Your task is to transcribe the entries exactly.
Records to use START
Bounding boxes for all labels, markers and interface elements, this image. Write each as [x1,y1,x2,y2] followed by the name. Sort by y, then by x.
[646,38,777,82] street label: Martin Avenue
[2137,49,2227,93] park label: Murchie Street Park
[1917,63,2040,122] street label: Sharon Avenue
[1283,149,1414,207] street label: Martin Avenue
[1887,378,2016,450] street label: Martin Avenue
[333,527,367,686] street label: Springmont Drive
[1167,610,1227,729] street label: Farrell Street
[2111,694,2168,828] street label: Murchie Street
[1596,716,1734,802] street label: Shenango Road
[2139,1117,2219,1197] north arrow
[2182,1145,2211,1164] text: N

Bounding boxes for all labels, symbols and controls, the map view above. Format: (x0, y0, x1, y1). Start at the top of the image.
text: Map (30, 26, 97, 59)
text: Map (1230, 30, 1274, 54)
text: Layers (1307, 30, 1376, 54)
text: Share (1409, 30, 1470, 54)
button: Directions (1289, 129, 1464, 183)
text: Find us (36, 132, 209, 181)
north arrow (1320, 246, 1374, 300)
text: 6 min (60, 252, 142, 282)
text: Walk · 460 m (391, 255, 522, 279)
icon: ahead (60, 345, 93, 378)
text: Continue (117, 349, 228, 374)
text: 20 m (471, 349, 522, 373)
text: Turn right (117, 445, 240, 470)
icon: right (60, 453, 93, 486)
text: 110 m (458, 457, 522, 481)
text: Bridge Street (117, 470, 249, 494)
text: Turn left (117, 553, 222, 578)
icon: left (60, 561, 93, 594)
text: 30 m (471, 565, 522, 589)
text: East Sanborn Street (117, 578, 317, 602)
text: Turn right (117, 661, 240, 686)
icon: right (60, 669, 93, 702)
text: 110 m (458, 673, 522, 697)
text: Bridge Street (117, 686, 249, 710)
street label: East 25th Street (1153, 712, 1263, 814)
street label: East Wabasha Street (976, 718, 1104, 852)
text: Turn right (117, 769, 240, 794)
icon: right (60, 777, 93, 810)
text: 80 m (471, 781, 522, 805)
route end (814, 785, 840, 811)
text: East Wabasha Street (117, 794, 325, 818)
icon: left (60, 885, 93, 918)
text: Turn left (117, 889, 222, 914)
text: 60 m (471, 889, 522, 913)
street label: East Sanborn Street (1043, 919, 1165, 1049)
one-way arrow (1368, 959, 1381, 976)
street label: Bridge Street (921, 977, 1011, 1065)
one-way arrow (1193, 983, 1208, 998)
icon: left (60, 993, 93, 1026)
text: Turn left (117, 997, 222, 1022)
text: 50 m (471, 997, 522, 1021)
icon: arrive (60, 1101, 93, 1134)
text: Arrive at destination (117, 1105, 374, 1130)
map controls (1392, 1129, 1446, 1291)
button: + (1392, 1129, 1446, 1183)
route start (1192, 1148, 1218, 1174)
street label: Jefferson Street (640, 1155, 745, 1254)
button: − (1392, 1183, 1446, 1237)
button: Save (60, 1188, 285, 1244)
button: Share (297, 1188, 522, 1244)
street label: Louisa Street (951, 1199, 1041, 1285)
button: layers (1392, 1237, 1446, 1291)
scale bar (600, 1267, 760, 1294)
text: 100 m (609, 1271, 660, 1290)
Records to use END
Exercise output:
Bounding boxes for all labels, markers and interface elements, this image. Write each as [x1,y1,x2,y2] followed by the name. Sort by y, then by x.
[646,38,777,82] street label: Martin Avenue
[2137,49,2227,93] park label: Murchie Street Park
[1917,63,2040,122] street label: Sharon Avenue
[1283,149,1414,207] street label: Martin Avenue
[1887,378,2016,450] street label: Martin Avenue
[333,527,367,686] street label: Springmont Drive
[1167,610,1227,729] street label: Farrell Street
[2111,694,2168,828] street label: Murchie Street
[1596,716,1734,802] street label: Shenango Road
[2139,1117,2219,1197] north arrow
[2182,1145,2211,1164] text: N

Bounding boxes for all labels, symbols and controls, the map view above. Format: (x0, y0, x1, y1). Start at the top of the image.
text: Map (30, 26, 97, 59)
text: Map (1230, 30, 1274, 54)
text: Layers (1307, 30, 1376, 54)
text: Share (1409, 30, 1470, 54)
button: Directions (1289, 129, 1464, 183)
text: Find us (36, 132, 209, 181)
north arrow (1320, 246, 1374, 300)
text: 6 min (60, 252, 142, 282)
text: Walk · 460 m (391, 255, 522, 279)
icon: ahead (60, 345, 93, 378)
text: Continue (117, 349, 228, 374)
text: 20 m (471, 349, 522, 373)
text: Turn right (117, 445, 240, 470)
icon: right (60, 453, 93, 486)
text: 110 m (458, 457, 522, 481)
text: Bridge Street (117, 470, 249, 494)
text: Turn left (117, 553, 222, 578)
icon: left (60, 561, 93, 594)
text: 30 m (471, 565, 522, 589)
text: East Sanborn Street (117, 578, 317, 602)
text: Turn right (117, 661, 240, 686)
icon: right (60, 669, 93, 702)
text: 110 m (458, 673, 522, 697)
text: Bridge Street (117, 686, 249, 710)
street label: East 25th Street (1153, 712, 1263, 814)
street label: East Wabasha Street (976, 718, 1104, 852)
text: Turn right (117, 769, 240, 794)
icon: right (60, 777, 93, 810)
text: 80 m (471, 781, 522, 805)
route end (814, 785, 840, 811)
text: East Wabasha Street (117, 794, 325, 818)
icon: left (60, 885, 93, 918)
text: Turn left (117, 889, 222, 914)
text: 60 m (471, 889, 522, 913)
street label: East Sanborn Street (1043, 919, 1165, 1049)
one-way arrow (1368, 959, 1381, 976)
street label: Bridge Street (921, 977, 1011, 1065)
one-way arrow (1193, 983, 1208, 998)
icon: left (60, 993, 93, 1026)
text: Turn left (117, 997, 222, 1022)
text: 50 m (471, 997, 522, 1021)
icon: arrive (60, 1101, 93, 1134)
text: Arrive at destination (117, 1105, 374, 1130)
map controls (1392, 1129, 1446, 1291)
button: + (1392, 1129, 1446, 1183)
route start (1192, 1148, 1218, 1174)
street label: Jefferson Street (640, 1155, 745, 1254)
button: − (1392, 1183, 1446, 1237)
button: Save (60, 1188, 285, 1244)
button: Share (297, 1188, 522, 1244)
street label: Louisa Street (951, 1199, 1041, 1285)
button: layers (1392, 1237, 1446, 1291)
scale bar (600, 1267, 760, 1294)
text: 100 m (609, 1271, 660, 1290)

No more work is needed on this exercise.